Retype, word for word, every line from the one holding "Task: Read this" through the one holding "Instruction: What data" in the entries below, both included, and only those lines.

▶ _Collected data_
[Start of section]

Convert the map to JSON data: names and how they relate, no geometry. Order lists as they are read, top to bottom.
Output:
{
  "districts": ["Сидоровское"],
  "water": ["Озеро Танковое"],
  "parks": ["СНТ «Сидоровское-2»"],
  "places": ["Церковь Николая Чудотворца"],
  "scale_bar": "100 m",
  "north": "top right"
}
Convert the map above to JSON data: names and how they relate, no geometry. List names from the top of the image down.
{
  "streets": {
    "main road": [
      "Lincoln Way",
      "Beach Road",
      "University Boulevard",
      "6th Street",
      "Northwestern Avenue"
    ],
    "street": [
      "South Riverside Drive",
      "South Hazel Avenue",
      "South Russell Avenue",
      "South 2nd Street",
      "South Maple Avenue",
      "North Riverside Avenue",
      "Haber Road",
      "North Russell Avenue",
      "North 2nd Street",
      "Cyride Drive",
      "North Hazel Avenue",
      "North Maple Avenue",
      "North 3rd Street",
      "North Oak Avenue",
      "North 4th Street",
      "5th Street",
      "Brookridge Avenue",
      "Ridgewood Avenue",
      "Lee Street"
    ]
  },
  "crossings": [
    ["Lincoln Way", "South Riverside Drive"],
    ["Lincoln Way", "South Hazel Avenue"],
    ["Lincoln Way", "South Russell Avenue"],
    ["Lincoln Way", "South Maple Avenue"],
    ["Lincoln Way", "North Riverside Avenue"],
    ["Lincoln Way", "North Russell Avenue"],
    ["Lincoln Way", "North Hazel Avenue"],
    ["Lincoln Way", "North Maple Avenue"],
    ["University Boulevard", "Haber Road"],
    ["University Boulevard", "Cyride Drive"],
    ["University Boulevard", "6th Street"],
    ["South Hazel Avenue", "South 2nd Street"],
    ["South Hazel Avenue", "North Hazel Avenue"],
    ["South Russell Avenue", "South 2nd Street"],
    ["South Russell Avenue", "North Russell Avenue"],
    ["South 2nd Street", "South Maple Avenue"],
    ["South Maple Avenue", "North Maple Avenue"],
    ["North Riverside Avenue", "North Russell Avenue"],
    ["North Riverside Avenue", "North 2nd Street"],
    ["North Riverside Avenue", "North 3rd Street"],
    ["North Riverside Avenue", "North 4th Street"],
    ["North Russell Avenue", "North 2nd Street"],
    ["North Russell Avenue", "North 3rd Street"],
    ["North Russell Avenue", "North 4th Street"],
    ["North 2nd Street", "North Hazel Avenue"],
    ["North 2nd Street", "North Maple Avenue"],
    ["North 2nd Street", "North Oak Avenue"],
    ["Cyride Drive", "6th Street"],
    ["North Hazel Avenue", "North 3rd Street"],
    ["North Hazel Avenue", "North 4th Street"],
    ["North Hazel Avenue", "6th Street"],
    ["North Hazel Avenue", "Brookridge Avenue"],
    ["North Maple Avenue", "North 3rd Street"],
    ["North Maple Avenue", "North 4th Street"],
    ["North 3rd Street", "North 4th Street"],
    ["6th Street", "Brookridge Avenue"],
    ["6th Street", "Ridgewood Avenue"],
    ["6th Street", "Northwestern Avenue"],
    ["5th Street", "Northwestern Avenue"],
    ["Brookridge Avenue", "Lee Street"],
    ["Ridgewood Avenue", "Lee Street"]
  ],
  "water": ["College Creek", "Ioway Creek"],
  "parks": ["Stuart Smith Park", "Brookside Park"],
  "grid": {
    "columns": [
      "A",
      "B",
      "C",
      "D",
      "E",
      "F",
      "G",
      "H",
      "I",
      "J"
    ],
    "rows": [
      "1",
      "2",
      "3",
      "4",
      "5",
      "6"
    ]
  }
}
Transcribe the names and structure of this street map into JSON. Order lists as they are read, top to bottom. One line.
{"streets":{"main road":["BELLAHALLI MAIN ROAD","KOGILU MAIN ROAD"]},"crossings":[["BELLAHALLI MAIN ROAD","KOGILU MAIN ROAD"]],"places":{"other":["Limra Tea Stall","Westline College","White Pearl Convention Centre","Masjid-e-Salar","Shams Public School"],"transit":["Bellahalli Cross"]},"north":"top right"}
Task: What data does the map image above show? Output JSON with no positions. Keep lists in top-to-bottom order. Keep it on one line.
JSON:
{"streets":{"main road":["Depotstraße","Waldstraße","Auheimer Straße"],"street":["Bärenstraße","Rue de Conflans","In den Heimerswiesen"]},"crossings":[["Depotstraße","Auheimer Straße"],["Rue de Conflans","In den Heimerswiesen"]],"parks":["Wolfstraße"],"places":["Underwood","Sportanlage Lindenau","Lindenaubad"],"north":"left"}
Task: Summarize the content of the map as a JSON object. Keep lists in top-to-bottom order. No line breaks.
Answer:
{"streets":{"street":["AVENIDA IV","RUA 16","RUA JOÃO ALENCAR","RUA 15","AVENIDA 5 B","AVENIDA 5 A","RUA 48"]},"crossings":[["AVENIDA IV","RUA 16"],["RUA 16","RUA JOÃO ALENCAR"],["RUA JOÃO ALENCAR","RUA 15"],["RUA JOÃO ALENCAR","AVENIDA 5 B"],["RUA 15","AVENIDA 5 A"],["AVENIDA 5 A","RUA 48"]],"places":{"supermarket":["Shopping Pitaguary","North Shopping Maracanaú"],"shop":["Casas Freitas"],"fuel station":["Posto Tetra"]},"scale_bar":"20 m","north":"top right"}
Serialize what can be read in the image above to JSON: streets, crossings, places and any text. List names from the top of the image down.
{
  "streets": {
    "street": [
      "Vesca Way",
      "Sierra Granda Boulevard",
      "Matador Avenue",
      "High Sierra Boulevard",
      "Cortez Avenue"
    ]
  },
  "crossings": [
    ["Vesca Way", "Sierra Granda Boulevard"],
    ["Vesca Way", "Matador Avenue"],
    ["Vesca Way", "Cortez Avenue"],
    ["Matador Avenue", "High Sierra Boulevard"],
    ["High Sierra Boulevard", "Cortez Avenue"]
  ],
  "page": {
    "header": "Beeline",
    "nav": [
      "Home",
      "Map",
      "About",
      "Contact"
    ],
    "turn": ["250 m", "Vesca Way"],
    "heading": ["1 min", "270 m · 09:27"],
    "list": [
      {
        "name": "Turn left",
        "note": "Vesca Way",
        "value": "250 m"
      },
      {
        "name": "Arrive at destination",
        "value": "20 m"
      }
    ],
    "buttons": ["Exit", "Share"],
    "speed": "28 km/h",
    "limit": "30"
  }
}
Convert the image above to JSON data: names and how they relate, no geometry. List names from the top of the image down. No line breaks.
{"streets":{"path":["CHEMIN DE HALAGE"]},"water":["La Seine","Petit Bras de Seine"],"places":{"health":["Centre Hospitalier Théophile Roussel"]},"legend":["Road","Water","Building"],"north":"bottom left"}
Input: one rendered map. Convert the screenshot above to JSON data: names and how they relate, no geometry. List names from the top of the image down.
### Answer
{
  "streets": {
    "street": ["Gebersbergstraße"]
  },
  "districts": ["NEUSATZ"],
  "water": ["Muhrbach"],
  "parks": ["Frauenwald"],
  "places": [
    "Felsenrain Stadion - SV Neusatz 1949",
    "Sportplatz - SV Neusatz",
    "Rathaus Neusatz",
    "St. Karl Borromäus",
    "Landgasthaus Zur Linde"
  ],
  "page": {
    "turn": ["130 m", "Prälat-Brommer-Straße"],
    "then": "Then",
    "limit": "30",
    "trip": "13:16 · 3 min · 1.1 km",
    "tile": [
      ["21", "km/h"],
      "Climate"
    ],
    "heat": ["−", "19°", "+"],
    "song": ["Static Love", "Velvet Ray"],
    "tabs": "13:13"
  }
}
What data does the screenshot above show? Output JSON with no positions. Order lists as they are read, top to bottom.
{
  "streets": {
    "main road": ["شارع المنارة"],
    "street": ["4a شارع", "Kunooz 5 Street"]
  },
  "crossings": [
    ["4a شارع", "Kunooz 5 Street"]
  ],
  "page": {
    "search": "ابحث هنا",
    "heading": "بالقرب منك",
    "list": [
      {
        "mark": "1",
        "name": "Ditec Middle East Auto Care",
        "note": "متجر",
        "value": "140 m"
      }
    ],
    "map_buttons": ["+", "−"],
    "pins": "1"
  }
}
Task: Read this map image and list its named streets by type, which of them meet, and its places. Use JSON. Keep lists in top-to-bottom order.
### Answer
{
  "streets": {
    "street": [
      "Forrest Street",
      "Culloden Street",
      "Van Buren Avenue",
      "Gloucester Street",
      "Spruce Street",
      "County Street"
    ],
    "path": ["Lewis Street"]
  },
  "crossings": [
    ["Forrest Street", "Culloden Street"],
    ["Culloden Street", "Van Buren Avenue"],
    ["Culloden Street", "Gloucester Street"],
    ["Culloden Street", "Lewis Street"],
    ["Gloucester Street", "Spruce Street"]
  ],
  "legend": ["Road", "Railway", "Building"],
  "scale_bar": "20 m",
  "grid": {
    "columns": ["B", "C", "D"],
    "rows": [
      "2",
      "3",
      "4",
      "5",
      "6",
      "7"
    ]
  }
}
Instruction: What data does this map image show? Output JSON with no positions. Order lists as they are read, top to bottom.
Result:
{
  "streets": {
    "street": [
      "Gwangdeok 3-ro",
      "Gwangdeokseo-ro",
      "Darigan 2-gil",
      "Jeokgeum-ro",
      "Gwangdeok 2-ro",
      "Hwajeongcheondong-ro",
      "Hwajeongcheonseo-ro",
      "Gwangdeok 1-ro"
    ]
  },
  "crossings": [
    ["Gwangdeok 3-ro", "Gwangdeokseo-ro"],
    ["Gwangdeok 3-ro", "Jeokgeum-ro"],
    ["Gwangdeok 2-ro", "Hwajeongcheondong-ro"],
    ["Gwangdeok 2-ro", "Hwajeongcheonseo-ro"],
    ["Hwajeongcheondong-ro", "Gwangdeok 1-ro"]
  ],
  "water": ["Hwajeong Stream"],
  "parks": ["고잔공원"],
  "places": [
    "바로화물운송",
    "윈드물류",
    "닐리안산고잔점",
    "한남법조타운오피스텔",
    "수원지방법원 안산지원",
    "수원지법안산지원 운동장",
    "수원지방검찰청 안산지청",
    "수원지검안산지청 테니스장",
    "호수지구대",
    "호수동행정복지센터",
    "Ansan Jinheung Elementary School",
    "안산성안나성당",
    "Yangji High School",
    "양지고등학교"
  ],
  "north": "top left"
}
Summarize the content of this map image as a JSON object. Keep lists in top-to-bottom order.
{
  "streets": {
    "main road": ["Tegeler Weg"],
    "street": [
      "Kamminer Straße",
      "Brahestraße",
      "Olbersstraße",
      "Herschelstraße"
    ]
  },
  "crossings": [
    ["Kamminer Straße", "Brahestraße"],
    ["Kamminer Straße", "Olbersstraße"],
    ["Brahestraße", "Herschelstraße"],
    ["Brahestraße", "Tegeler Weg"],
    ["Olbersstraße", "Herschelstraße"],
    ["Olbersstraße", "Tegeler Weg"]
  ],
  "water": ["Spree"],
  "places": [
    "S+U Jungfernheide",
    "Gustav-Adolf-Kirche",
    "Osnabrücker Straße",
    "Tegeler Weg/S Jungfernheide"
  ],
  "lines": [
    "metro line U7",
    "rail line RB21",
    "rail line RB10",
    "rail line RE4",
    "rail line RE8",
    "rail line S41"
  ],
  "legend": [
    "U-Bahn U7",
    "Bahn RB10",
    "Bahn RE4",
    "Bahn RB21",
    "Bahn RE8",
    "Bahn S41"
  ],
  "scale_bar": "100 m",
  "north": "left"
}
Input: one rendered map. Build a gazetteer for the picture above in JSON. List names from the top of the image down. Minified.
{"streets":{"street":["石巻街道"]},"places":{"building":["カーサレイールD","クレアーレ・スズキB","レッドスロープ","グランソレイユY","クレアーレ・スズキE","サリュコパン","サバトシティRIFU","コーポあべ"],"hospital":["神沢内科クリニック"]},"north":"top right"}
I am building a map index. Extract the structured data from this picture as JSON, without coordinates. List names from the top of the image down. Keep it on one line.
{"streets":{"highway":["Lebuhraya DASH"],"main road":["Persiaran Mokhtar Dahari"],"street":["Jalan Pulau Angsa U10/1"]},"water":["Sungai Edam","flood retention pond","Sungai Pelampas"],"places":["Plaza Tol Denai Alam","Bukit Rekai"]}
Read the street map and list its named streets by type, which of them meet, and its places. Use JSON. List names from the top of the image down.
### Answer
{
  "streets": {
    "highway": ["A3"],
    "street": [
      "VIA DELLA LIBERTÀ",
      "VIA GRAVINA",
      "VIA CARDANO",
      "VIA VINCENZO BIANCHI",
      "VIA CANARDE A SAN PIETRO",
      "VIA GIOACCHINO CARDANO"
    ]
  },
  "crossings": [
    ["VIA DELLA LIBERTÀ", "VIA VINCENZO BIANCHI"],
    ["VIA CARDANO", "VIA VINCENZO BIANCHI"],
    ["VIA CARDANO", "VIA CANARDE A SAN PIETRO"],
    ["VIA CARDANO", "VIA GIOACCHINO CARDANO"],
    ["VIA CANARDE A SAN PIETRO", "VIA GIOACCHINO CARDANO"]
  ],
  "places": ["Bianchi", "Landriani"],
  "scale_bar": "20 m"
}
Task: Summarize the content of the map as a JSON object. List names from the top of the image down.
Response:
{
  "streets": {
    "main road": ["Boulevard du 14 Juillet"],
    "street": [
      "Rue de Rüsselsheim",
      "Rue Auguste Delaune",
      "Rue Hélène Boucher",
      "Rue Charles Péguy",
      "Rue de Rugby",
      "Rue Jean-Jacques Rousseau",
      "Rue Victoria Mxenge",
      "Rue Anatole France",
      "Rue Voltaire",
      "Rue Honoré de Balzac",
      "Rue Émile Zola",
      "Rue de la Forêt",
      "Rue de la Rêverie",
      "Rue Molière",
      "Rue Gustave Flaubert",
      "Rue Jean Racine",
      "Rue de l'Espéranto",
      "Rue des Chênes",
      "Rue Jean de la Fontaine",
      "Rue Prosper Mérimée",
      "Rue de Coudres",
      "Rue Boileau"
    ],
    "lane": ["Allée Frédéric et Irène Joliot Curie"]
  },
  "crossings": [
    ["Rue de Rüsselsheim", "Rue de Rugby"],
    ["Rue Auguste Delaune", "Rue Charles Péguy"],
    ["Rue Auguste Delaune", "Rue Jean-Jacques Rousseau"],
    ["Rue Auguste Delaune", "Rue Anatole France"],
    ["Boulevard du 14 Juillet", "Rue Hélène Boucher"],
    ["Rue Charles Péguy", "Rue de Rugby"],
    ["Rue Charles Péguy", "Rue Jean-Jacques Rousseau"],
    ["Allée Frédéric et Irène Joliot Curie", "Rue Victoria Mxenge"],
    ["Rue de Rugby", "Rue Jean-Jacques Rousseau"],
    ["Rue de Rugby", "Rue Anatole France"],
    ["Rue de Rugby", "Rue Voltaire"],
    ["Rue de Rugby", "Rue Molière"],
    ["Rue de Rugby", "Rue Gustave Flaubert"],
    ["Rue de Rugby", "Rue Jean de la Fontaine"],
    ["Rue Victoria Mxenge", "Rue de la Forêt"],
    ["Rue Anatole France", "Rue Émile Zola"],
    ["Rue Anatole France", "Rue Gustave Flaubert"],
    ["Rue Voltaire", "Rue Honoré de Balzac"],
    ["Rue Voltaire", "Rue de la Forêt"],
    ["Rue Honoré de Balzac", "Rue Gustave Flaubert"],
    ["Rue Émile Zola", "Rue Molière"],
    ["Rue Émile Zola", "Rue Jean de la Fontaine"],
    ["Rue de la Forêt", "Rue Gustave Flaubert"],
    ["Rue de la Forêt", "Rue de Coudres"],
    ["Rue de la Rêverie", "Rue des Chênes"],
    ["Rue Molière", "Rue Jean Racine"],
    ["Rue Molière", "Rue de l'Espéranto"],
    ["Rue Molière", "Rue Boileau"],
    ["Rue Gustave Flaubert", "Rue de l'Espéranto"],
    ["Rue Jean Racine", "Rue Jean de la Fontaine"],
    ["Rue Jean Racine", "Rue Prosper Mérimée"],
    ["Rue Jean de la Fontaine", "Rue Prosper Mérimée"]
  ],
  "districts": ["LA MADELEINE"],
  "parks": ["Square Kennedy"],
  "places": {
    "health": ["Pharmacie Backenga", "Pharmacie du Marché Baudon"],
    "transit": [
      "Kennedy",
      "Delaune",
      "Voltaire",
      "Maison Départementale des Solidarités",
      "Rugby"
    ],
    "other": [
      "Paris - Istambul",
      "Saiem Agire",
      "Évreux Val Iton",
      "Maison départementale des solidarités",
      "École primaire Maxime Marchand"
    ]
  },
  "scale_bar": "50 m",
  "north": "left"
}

[End of section]

▶ _Expected answer_
Task: Read this map image and list its named streets by type, which of them meet, and its places. Use JSON. Keep lists in top-to-bottom order.
### Answer
{
  "streets": {
    "street": [
      "Forrest Street",
      "Culloden Street",
      "Van Buren Avenue",
      "Gloucester Street",
      "Spruce Street",
      "County Street"
    ],
    "path": ["Lewis Street"]
  },
  "crossings": [
    ["Forrest Street", "Culloden Street"],
    ["Culloden Street", "Van Buren Avenue"],
    ["Culloden Street", "Gloucester Street"],
    ["Culloden Street", "Lewis Street"],
    ["Gloucester Street", "Spruce Street"]
  ],
  "legend": ["Road", "Railway", "Building"],
  "scale_bar": "20 m",
  "grid": {
    "columns": ["B", "C", "D"],
    "rows": [
      "2",
      "3",
      "4",
      "5",
      "6",
      "7"
    ]
  }
}
Instruction: What data does this map image show? Output JSON with no positions. Order lists as they are read, top to bottom.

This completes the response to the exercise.